EXERCISE OBJECTIVE: What is the number of lines in the listing that contain "note"? Give that number only.

++++ EXERCISE INPUTS

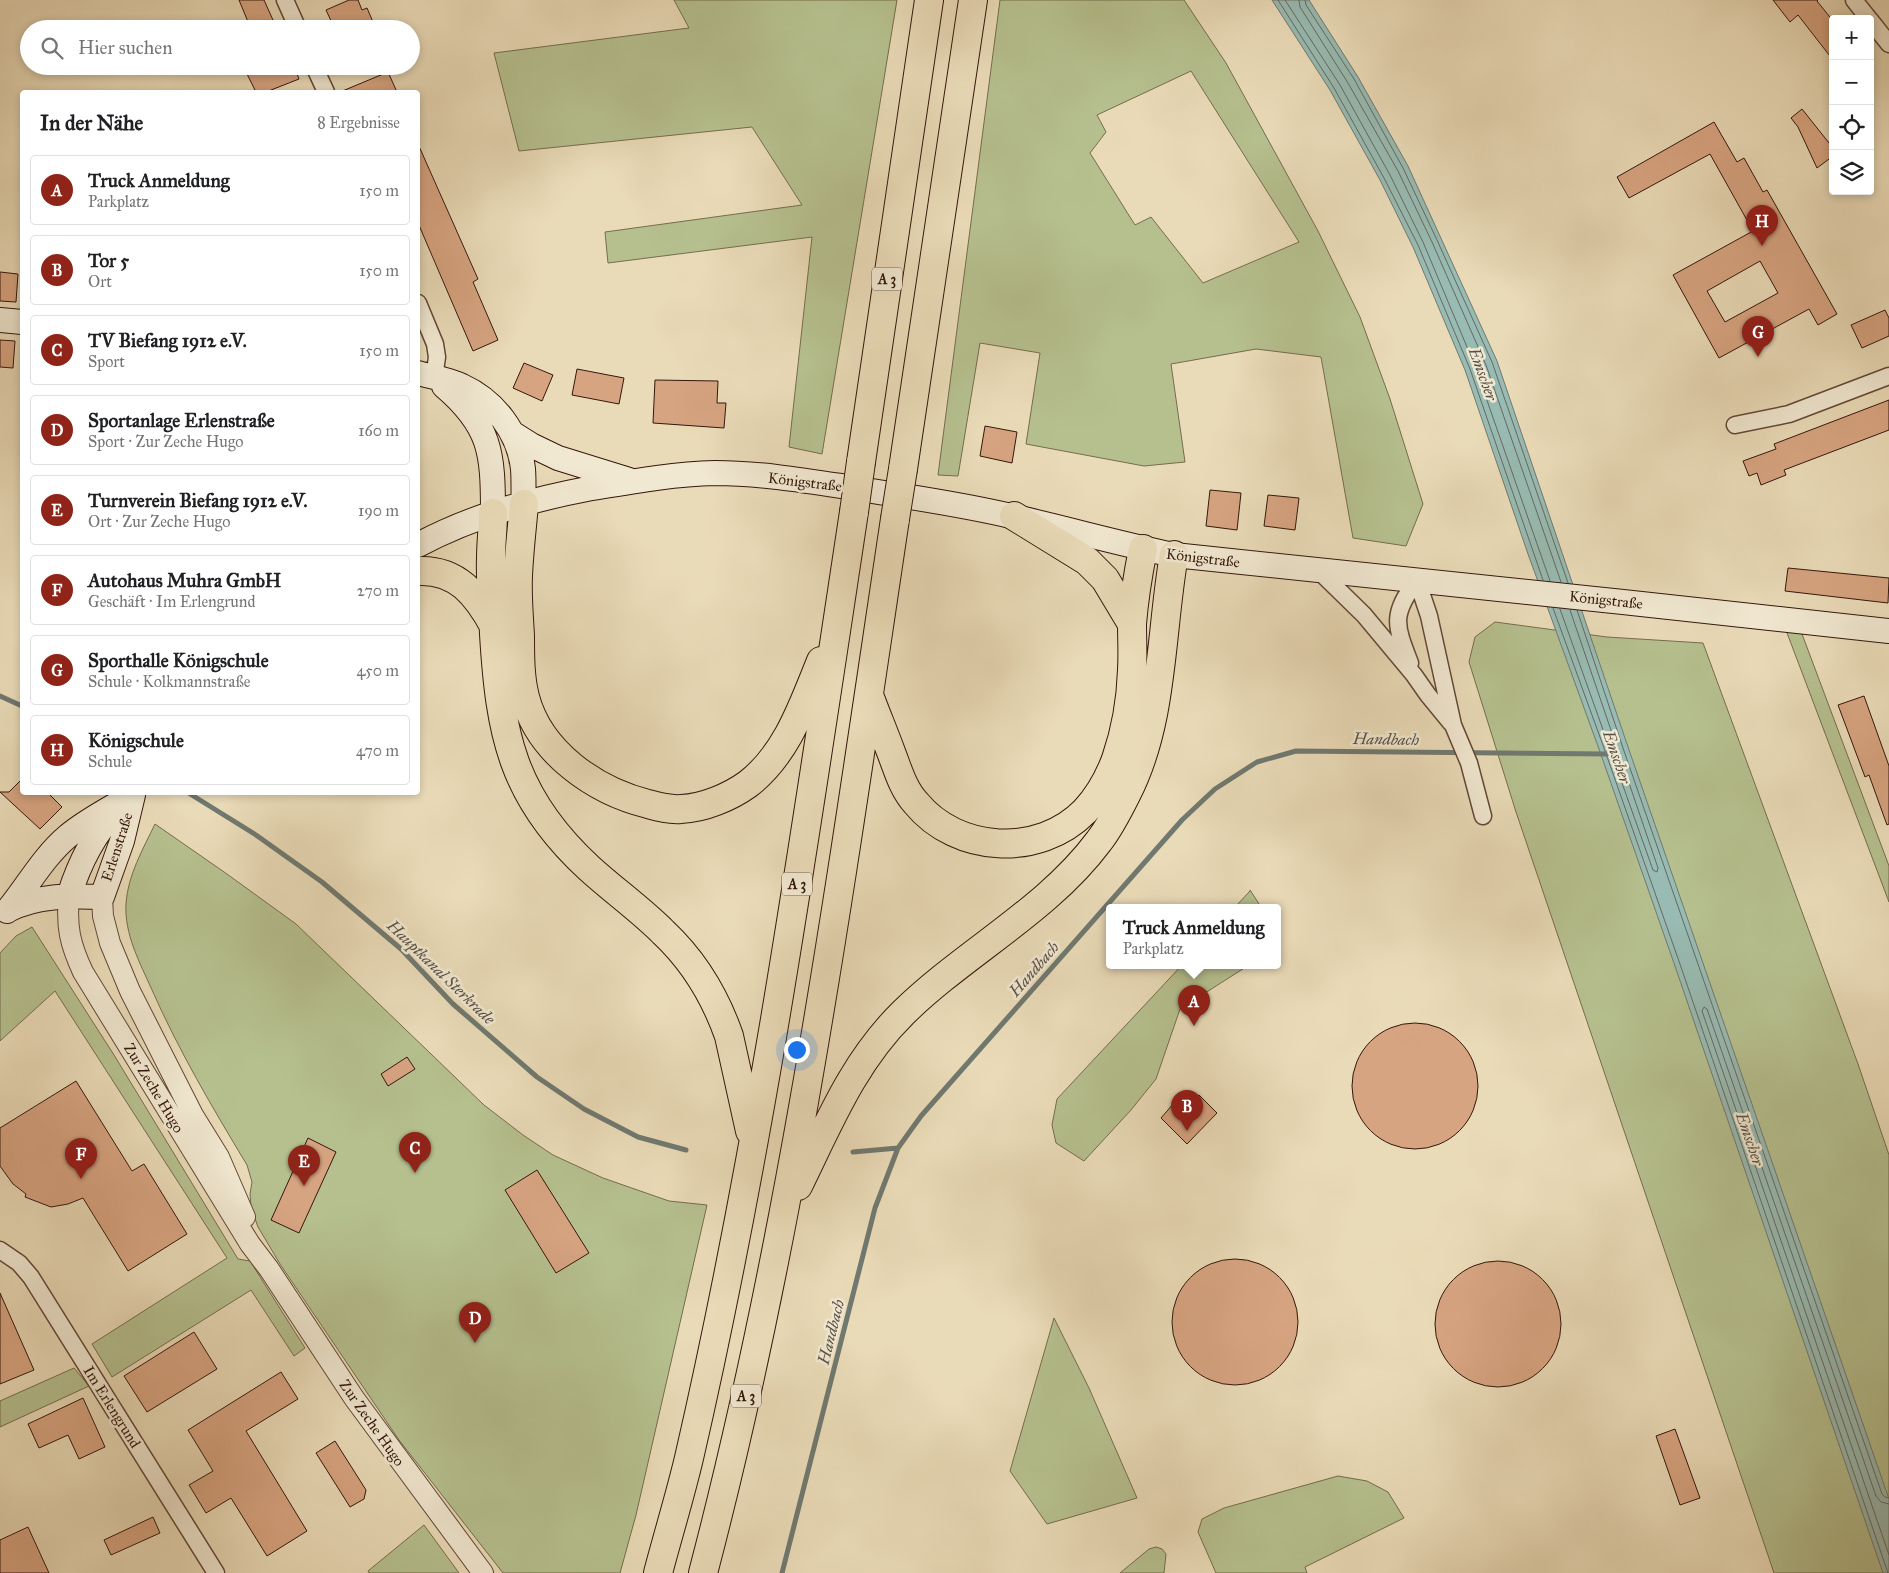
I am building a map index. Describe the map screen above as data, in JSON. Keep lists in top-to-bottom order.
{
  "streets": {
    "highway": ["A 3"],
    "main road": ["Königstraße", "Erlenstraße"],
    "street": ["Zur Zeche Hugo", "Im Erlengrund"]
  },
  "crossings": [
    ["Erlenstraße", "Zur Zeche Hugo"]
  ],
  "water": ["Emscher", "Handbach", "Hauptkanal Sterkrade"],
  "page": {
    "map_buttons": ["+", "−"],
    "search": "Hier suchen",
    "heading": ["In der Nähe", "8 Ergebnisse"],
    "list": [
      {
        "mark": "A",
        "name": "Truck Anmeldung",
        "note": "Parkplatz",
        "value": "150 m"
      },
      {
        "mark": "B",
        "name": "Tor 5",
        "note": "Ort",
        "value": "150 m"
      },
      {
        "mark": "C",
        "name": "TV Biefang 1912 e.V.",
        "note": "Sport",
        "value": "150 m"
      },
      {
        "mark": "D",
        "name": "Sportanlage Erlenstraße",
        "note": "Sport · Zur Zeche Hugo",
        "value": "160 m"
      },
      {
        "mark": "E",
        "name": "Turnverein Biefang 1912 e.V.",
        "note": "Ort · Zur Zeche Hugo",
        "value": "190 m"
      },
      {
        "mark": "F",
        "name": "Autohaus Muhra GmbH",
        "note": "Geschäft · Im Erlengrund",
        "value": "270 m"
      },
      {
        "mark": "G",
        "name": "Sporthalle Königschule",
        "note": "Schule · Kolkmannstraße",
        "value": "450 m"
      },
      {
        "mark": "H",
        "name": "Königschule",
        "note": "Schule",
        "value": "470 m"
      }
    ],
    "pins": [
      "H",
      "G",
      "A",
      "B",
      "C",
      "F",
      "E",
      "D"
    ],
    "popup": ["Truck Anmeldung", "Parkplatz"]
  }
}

++++++++

ANSWER TO THIS PROBLEM: 8